**WORK INSTRUCTION:**
Pictures are not part of the copy; retype all the records below exactly.

╭──

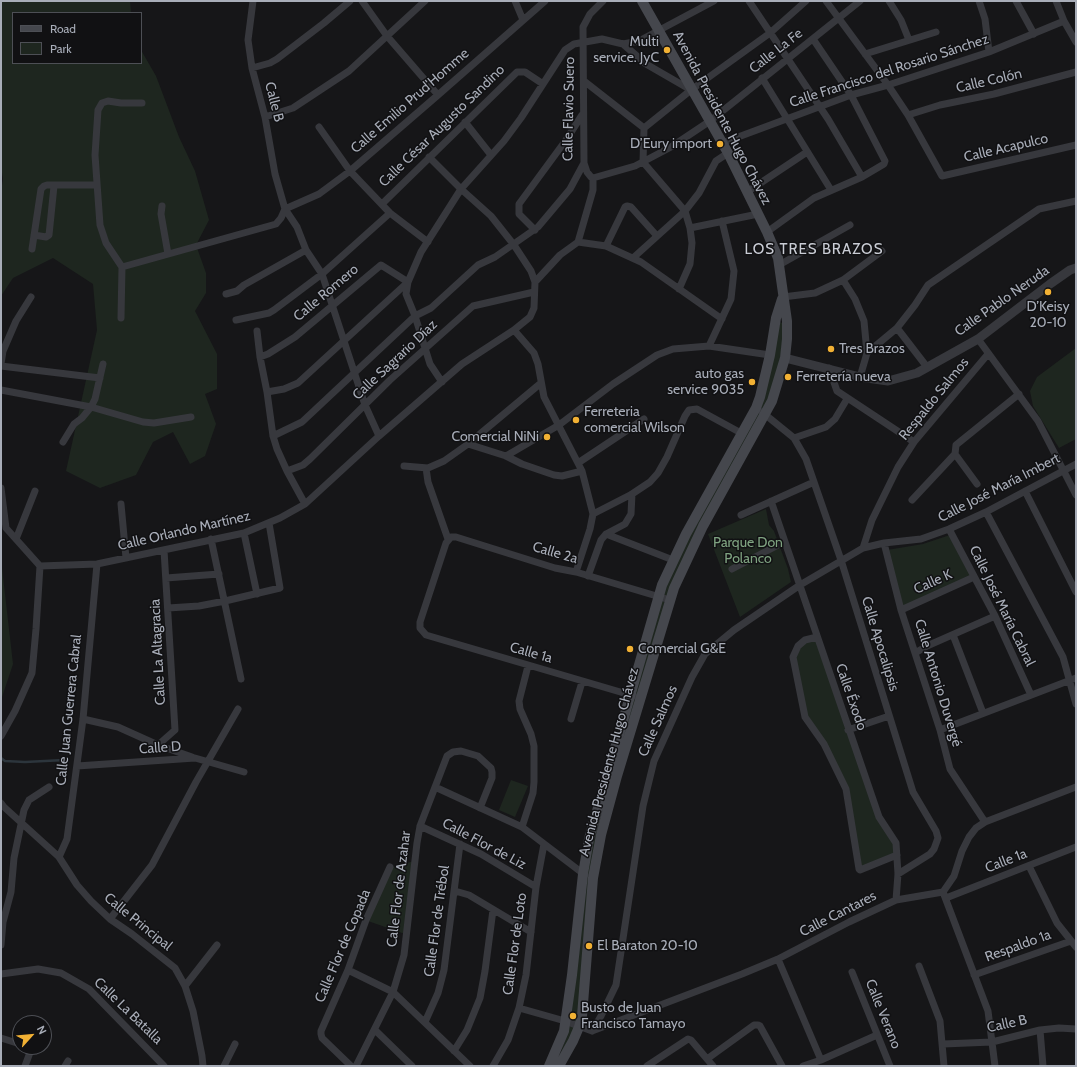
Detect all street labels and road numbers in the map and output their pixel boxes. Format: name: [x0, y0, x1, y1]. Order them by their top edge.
street label: Calle La Fe: [746, 25, 806, 77]
street label: Avenida Presidente Hugo Chávez: [669, 28, 775, 208]
street label: Calle Francisco del Rosario Sánchez: [787, 31, 991, 111]
street label: Calle Emilio Prud'Homme: [347, 45, 473, 157]
street label: Calle Flavio Suero: [560, 57, 578, 161]
street label: Calle César Augusto Sandino: [376, 62, 508, 190]
street label: Calle Colón: [954, 65, 1024, 97]
street label: Calle B: [261, 80, 287, 124]
street label: Calle Acapulco: [962, 130, 1050, 166]
street label: Calle Romero: [290, 261, 362, 325]
street label: Calle Pablo Neruda: [951, 262, 1053, 340]
street label: Calle Sagrario Díaz: [349, 316, 441, 404]
street label: Respaldo Salmos: [896, 354, 972, 444]
street label: Calle José María Imbert: [935, 450, 1063, 526]
street label: Calle Orlando Martínez: [116, 508, 252, 554]
street label: Calle 2a: [530, 539, 580, 567]
street label: Calle José María Cabral: [965, 543, 1039, 669]
street label: Calle K: [911, 566, 955, 598]
street label: Calle Apocalipsis: [858, 595, 902, 693]
street label: Calle La Altagracia: [147, 598, 169, 706]
street label: Calle Antonio Duvergé: [911, 617, 965, 749]
street label: Calle Juan Guerrera Cabral: [53, 634, 85, 786]
street label: Calle 1a: [508, 639, 554, 667]
street label: Calle Éxodo: [832, 661, 870, 733]
street label: Avenida Presidente Hugo Chávez: [576, 666, 642, 858]
street label: Calle Salmos: [635, 683, 681, 759]
street label: Calle D: [138, 738, 182, 758]
street label: Calle Flor de Liz: [439, 815, 529, 873]
street label: Calle Flor de Azahar: [384, 830, 414, 948]
street label: Calle 1a: [983, 845, 1029, 877]
street label: Calle Flor de Trébol: [421, 864, 453, 978]
street label: Calle Flor de Copada: [312, 887, 374, 1005]
street label: Calle Cantares: [797, 887, 879, 941]
street label: Calle Principal: [101, 890, 175, 954]
street label: Calle Flor de Loto: [500, 892, 530, 996]
street label: Respaldo 1a: [983, 926, 1053, 966]
street label: Calle La Batalla: [90, 974, 166, 1048]
street label: Calle Verano: [861, 977, 905, 1051]
street label: Calle B: [985, 1012, 1029, 1036]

╰──

**EXERCISE SOLUTION:**
Detect all street labels and road numbers in the map and output their pixel boxes. Format: name: [x0, y0, x1, y1]. Order them by their top edge.
street label: Calle La Fe: [746, 25, 806, 77]
street label: Avenida Presidente Hugo Chávez: [669, 28, 775, 208]
street label: Calle Francisco del Rosario Sánchez: [787, 31, 991, 111]
street label: Calle Emilio Prud'Homme: [347, 45, 473, 157]
street label: Calle Flavio Suero: [560, 57, 578, 161]
street label: Calle César Augusto Sandino: [376, 62, 508, 190]
street label: Calle Colón: [954, 65, 1024, 97]
street label: Calle B: [261, 80, 287, 124]
street label: Calle Acapulco: [962, 130, 1050, 166]
street label: Calle Romero: [290, 261, 362, 325]
street label: Calle Pablo Neruda: [951, 262, 1053, 340]
street label: Calle Sagrario Díaz: [349, 316, 441, 404]
street label: Respaldo Salmos: [896, 354, 972, 444]
street label: Calle José María Imbert: [935, 450, 1063, 526]
street label: Calle Orlando Martínez: [116, 508, 252, 554]
street label: Calle 2a: [530, 539, 580, 567]
street label: Calle José María Cabral: [965, 543, 1039, 669]
street label: Calle K: [911, 566, 955, 598]
street label: Calle Apocalipsis: [858, 595, 902, 693]
street label: Calle La Altagracia: [147, 598, 169, 706]
street label: Calle Antonio Duvergé: [911, 617, 965, 749]
street label: Calle Juan Guerrera Cabral: [53, 634, 85, 786]
street label: Calle 1a: [508, 639, 554, 667]
street label: Calle Éxodo: [832, 661, 870, 733]
street label: Avenida Presidente Hugo Chávez: [576, 666, 642, 858]
street label: Calle Salmos: [635, 683, 681, 759]
street label: Calle D: [138, 738, 182, 758]
street label: Calle Flor de Liz: [439, 815, 529, 873]
street label: Calle Flor de Azahar: [384, 830, 414, 948]
street label: Calle 1a: [983, 845, 1029, 877]
street label: Calle Flor de Trébol: [421, 864, 453, 978]
street label: Calle Flor de Copada: [312, 887, 374, 1005]
street label: Calle Cantares: [797, 887, 879, 941]
street label: Calle Principal: [101, 890, 175, 954]
street label: Calle Flor de Loto: [500, 892, 530, 996]
street label: Respaldo 1a: [983, 926, 1053, 966]
street label: Calle La Batalla: [90, 974, 166, 1048]
street label: Calle Verano: [861, 977, 905, 1051]
street label: Calle B: [985, 1012, 1029, 1036]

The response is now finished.